The lead ran Opus for orchestration and synthesis. The researchers ran Sonnet — cheaper, faster, and perfectly capable of web research and structured writing. This model mixing matters. You don't need the most expensive model for every subtask. You need the right model for each role.

The Hard Part

This worked because the task split cleanly. Three independent research domains, no shared state, no file conflicts, clear deliverables. Not every task looks like this.

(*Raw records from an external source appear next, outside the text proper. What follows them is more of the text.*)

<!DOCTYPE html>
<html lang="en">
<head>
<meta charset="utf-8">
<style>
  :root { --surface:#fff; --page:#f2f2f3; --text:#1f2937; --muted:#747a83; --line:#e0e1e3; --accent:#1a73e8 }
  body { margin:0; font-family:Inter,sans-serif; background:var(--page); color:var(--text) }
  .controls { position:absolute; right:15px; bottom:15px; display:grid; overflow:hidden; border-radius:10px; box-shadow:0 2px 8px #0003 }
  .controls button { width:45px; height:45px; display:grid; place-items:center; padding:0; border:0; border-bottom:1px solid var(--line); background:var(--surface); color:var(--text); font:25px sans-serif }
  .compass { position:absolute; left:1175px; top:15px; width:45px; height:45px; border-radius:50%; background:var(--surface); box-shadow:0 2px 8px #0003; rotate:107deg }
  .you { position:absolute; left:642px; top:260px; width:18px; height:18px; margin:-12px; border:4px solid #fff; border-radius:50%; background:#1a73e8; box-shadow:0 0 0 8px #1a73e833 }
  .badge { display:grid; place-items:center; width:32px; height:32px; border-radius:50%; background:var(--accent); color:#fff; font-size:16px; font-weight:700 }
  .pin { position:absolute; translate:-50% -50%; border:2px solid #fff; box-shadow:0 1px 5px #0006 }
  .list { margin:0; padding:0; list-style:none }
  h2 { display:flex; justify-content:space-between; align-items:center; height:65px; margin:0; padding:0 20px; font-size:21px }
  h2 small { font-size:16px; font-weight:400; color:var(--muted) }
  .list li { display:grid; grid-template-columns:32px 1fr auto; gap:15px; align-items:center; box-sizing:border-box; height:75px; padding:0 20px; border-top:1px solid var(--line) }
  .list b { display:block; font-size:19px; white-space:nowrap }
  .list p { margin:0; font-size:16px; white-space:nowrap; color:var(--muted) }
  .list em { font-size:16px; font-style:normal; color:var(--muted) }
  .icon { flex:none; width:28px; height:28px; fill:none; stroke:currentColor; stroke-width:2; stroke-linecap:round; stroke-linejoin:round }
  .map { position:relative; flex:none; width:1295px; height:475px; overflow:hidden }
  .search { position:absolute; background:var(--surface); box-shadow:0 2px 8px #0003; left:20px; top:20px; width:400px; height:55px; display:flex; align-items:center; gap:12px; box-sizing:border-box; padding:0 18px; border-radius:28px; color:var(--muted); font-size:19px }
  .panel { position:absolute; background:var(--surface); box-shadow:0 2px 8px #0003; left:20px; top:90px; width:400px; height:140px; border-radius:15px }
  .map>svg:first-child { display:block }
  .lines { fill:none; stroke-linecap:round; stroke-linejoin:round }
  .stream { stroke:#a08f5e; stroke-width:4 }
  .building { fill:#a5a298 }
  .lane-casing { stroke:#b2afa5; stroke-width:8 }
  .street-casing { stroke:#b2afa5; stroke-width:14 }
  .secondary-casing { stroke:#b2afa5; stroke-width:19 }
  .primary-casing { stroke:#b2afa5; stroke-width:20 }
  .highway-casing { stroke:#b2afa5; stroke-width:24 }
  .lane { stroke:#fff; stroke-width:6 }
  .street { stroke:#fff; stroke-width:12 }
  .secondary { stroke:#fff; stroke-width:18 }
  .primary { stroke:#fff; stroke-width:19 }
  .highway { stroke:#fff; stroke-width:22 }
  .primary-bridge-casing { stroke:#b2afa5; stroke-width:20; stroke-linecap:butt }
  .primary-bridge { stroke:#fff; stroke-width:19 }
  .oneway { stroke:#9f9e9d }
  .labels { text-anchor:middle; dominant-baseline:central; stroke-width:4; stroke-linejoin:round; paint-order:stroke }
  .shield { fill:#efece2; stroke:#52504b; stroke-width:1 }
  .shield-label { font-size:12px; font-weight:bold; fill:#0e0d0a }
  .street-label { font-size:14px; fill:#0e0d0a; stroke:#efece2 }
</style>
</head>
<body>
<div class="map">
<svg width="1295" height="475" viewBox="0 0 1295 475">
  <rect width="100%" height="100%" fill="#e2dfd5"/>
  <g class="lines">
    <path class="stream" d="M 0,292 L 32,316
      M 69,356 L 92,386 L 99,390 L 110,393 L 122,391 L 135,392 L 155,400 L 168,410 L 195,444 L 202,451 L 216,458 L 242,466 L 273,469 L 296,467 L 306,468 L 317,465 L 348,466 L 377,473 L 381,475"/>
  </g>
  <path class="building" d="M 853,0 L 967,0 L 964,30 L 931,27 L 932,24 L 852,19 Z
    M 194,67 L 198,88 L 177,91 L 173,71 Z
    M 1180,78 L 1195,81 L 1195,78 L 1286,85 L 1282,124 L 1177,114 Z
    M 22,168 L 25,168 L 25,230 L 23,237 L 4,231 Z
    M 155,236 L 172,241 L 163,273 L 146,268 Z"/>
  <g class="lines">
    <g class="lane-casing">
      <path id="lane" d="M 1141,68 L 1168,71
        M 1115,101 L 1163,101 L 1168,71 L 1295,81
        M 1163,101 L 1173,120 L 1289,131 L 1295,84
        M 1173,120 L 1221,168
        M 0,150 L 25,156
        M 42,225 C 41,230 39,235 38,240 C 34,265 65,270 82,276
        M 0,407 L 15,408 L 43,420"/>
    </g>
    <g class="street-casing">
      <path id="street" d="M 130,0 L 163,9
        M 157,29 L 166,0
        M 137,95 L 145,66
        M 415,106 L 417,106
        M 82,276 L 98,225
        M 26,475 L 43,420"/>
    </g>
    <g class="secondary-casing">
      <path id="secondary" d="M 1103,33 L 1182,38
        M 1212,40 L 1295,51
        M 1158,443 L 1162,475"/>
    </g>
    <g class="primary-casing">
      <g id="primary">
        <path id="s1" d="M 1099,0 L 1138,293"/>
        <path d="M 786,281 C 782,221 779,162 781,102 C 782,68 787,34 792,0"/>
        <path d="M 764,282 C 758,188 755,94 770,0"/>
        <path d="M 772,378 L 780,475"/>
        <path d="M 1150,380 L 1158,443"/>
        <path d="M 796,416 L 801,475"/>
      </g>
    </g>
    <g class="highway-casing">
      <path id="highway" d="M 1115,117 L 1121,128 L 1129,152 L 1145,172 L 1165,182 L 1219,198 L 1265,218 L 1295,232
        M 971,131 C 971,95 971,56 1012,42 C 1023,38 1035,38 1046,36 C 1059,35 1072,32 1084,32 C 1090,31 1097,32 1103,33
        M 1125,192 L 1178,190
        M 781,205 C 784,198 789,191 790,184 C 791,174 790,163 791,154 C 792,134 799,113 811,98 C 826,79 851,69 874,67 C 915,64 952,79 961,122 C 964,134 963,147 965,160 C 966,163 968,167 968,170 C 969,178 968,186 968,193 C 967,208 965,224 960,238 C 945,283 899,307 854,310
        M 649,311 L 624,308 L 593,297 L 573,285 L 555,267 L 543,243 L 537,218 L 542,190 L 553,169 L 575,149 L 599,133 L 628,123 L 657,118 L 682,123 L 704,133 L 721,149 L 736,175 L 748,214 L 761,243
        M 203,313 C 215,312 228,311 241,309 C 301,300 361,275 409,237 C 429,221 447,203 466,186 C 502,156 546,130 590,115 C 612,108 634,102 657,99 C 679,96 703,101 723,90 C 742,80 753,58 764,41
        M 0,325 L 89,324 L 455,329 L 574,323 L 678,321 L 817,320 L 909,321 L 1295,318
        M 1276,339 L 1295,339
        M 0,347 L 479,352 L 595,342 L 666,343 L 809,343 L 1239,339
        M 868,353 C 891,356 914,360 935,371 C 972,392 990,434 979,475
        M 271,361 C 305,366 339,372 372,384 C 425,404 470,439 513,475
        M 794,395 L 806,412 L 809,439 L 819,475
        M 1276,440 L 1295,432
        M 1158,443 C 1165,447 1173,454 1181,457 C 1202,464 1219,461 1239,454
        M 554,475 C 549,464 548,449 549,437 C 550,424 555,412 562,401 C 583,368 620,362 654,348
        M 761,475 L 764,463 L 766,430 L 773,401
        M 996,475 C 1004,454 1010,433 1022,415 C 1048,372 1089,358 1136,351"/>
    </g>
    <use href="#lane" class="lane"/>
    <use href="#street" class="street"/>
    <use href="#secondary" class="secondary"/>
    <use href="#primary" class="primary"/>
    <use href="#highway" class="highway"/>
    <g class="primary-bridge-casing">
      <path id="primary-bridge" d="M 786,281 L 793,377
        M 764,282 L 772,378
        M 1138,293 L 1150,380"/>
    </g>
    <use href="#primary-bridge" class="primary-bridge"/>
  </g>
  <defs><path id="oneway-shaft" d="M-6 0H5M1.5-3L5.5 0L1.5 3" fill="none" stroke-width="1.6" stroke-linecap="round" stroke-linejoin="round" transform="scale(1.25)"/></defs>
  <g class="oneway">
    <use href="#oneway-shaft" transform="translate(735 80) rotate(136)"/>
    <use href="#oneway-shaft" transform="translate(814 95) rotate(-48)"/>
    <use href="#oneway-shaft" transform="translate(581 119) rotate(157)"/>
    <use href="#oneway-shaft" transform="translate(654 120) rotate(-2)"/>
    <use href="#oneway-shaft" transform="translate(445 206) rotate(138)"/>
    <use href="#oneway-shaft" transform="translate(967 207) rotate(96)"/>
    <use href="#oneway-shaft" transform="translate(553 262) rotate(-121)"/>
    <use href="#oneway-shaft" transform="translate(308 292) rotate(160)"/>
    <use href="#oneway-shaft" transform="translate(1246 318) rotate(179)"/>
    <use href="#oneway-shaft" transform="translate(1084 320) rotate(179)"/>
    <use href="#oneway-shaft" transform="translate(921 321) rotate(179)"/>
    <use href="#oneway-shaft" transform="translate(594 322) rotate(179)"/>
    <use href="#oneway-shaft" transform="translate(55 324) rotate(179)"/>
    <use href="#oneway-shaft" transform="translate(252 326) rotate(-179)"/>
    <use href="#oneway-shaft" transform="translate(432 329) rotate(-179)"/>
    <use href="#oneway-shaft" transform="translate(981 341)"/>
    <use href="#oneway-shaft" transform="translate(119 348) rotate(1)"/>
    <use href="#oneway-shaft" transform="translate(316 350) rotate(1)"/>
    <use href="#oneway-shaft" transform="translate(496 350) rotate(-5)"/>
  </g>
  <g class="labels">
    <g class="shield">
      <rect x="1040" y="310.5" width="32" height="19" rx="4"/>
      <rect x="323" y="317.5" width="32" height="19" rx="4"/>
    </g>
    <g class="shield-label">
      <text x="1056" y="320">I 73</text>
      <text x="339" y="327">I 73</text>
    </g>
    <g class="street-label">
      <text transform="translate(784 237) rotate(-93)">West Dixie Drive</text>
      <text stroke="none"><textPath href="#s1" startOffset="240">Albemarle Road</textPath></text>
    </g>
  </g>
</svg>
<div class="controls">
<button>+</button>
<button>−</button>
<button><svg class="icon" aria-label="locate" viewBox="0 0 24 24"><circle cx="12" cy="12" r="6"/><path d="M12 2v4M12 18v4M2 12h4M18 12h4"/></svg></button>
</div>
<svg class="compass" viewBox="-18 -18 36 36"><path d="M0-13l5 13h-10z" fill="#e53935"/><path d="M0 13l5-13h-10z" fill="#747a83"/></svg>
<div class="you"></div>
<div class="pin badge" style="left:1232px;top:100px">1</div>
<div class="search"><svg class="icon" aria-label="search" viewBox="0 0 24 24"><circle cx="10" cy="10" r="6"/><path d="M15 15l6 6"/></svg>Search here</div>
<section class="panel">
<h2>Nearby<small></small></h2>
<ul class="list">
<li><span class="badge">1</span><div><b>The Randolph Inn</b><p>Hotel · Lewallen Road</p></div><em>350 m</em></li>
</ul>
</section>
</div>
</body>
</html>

When agents need to edit the same files, share intermediate results, or make decisions that depend on each other's progress — coordination gets harder. The system handles it through task dependencies and messaging, but it doesn't yet cover the case where Agent A discovers something that should change Agent B's approach mid-flight.

The other limitation is verification. The lead read all the research and synthesized it, but didn't independently verify every claim against primary sources. The skill is as good as the researchers' web searches were. For a reference document, that's fine. For safety-critical code, it wouldn't be.

What's Next

The pattern generalizes. Any domain that decomposes into independent research threads, can be synthesized into structured artifacts, and benefits from persistence — that's a candidate for inference-time skill acquisition. Backend frameworks, cloud infrastructure, data engineering tools, design systems. They all follow the same shape.

The interesting question is whether this scales to domains where the knowledge isn't "what commands to run" but "how to think about the problem." Architecture patterns, debugging heuristics, design taste. Harder to encode in a markdown file. But also harder to encode in model weights. Maybe the answer is the same for both: accumulate examples, extract patterns, iterate.